A lack of scenic coordination plagues such playlets as “Bus Stop,” a simplistic game of sexual one-upmanship between Sarah Brooke and Daniel Zacapa, and “Life Boat,” Silverstein’s macabre take on a standard mother-in-law joke, featuring Gehman and MacDonald.
Despite the erratic scene changes, one of the more successful pairings, “One Tennis Shoe,” features Brooke and Zacapa as an upscale couple going through a mano a mano intervention in a restaurant. Zacapa offers a winning portrayal of an emotionally distraught bubby who is positive his wife is turning into a compulsive bag lady. Brooke is properly haughty at the suggestion even as she reveals a bowl of cooked oatmeal she co-opted from a restaurant and hid in her oversized purse.
Another winning outing is “Wash and Dry,” featuring Tony Pasqualini as a laundry manager with an evolved concept of customer service who reduces customer Colleen Kane to a heaping mass of exposed nerve endings. This pair also score in “Best Daddy,” featuring a constantly upbeat Pasqualini conducting a monstrous exercise in just how much abuse and terror a dad can inflict on his child (Kane) before revealing her birthday present.

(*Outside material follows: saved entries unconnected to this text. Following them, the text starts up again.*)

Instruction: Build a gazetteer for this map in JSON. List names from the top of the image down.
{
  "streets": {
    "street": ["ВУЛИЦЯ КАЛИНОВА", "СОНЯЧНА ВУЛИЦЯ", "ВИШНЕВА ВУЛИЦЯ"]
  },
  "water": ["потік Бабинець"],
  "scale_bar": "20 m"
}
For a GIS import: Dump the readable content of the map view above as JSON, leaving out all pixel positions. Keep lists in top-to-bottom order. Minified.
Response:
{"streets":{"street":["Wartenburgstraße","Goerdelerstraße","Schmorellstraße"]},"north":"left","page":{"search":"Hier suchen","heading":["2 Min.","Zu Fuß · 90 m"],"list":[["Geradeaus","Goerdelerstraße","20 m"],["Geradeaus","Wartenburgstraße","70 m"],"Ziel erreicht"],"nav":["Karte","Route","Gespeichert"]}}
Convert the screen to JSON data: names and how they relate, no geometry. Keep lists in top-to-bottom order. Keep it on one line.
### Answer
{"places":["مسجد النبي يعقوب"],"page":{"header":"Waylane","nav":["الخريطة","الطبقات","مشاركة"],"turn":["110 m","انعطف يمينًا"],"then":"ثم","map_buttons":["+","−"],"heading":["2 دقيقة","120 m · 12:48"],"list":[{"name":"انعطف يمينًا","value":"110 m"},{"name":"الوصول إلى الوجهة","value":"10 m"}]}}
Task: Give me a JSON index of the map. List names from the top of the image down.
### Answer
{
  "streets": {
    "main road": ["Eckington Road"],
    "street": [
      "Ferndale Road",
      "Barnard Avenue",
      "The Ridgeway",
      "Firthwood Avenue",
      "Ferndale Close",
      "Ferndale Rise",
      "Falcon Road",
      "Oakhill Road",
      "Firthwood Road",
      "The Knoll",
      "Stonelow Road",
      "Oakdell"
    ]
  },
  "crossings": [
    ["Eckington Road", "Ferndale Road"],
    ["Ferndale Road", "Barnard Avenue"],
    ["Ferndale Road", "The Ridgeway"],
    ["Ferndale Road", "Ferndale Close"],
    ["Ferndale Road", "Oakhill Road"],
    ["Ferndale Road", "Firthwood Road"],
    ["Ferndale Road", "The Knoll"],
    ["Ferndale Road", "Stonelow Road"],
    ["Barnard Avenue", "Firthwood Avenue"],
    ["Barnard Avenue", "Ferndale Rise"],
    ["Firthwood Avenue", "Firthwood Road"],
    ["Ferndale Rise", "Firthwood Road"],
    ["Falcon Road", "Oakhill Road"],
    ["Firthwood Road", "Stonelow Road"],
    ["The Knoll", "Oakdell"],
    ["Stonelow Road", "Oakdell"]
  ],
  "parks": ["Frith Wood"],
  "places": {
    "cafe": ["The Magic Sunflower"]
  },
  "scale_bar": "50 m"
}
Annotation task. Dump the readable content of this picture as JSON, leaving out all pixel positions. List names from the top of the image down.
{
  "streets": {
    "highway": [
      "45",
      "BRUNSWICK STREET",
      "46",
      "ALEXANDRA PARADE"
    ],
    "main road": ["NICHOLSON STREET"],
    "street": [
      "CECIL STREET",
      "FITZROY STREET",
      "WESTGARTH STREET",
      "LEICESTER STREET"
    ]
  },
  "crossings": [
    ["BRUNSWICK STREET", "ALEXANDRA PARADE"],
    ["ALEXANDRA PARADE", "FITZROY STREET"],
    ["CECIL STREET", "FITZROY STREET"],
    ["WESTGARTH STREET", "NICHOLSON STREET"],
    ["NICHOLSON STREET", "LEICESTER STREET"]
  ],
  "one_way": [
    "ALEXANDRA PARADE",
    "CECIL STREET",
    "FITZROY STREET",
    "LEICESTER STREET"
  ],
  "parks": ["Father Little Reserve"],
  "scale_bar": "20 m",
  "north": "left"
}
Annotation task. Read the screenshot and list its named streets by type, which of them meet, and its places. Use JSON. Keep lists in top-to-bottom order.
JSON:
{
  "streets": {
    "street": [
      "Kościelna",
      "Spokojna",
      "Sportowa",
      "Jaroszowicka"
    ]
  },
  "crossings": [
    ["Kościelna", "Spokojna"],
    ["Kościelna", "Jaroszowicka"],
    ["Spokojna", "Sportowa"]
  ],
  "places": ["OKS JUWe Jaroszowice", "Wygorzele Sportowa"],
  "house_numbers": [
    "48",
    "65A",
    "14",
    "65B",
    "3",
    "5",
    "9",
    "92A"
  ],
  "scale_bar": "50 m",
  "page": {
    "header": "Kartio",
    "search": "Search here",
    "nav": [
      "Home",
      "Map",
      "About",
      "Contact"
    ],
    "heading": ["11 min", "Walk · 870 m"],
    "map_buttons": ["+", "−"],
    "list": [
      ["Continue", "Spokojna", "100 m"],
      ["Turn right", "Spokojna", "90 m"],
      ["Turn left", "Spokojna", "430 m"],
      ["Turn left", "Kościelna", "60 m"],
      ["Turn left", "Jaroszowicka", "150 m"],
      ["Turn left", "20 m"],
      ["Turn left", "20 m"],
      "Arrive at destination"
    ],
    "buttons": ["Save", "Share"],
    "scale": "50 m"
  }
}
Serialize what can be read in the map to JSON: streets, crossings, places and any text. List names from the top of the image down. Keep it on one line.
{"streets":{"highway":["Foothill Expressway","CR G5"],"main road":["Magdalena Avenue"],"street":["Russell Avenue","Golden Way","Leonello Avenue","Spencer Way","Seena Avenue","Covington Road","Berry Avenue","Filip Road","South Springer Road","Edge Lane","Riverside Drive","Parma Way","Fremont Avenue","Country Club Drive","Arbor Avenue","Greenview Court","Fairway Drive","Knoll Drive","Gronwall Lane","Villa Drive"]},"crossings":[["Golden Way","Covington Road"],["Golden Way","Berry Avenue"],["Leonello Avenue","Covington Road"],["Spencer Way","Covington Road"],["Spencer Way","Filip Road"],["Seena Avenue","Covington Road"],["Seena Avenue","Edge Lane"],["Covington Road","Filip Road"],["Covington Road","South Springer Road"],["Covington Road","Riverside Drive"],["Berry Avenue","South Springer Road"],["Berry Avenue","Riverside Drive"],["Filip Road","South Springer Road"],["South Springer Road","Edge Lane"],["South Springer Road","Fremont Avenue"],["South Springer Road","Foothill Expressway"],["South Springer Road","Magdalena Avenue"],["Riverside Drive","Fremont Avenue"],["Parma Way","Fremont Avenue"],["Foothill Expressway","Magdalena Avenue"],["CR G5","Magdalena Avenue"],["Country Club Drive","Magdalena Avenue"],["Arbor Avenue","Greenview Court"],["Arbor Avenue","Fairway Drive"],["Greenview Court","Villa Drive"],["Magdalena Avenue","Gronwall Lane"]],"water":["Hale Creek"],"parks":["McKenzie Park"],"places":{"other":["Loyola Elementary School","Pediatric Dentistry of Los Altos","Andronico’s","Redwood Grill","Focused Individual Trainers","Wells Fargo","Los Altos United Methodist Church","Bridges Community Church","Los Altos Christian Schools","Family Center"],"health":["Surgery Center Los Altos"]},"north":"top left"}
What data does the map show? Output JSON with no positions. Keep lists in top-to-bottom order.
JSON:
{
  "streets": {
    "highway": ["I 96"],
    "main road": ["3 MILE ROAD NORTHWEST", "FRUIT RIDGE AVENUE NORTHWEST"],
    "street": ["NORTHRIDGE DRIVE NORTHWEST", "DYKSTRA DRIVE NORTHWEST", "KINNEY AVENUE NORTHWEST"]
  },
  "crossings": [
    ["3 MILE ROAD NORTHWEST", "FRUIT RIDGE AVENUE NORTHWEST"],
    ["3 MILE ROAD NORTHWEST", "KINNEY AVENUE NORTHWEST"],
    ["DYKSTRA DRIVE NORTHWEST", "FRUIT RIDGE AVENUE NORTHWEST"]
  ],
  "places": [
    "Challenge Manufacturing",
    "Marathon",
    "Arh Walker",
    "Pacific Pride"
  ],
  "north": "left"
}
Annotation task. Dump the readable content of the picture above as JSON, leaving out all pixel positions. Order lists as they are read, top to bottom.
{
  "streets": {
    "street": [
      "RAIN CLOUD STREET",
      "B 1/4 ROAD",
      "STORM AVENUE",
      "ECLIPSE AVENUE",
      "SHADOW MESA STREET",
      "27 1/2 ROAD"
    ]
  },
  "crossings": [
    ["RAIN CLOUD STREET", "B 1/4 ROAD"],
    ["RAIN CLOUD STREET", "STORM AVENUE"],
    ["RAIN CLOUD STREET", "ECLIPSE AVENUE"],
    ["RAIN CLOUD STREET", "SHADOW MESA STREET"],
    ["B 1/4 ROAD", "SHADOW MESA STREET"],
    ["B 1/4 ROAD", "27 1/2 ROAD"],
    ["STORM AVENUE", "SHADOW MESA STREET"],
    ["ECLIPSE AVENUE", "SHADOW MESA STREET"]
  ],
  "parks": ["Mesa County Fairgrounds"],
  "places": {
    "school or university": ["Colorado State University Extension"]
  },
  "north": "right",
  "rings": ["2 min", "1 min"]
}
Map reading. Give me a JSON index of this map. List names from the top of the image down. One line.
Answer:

The ensemble members accompany themselves with no positive effect; Silverstein’s songs need to be performed well to work as satire. Out-of-tune guitars and wind instruments are no complement to weak vocals.
LA TIMES
By Philip Brandes
Though the late Shel Silverstein is best remembered as an author of wryly subversive children’s poetry, his 40-year career spanned a dizzying array of artistic media: songwriter-musician, cartoonist, screenwriter and playwright. His work in that latter capacity, aimed at adult audiences, forms the bulk of the Odyssey Theatre Ensemble’s “Shel Silverstein Uncensored!”
Assembled by director Dan Bonnell, this evening of satirical comedy peppered with oddball songs offers some first-rate interpretive performances of material with admittedly specialized appeal.
In his whimsical kids’ fables, Silverstein’s embrace of inappropriate behavior was a refreshing antidote to prevailing sanitized visions of childhood. Fans will appreciate that same irreverence transposed into a grown-up key. At its best, Silverstein’s writing inspires some delightfully loopy performances. A smooth-talking auctioneer (James MacDonald) offers up a woman (Martha Gehman) for sale as if she were livestock. A sadistic father (Tony Pasqualini) torments his daughter (Colleen Kane) with increasingly horrific hints about the birthday present awaiting her. The fears of a concerned husband (Daniel Zacapa) that his wife (Sarah Brooke) is turning into a bag lady prove justified as he plumbs the contents of her purse. MacDonald and Zacapa also nail the existential bickering between a blind street musician and his talking dog.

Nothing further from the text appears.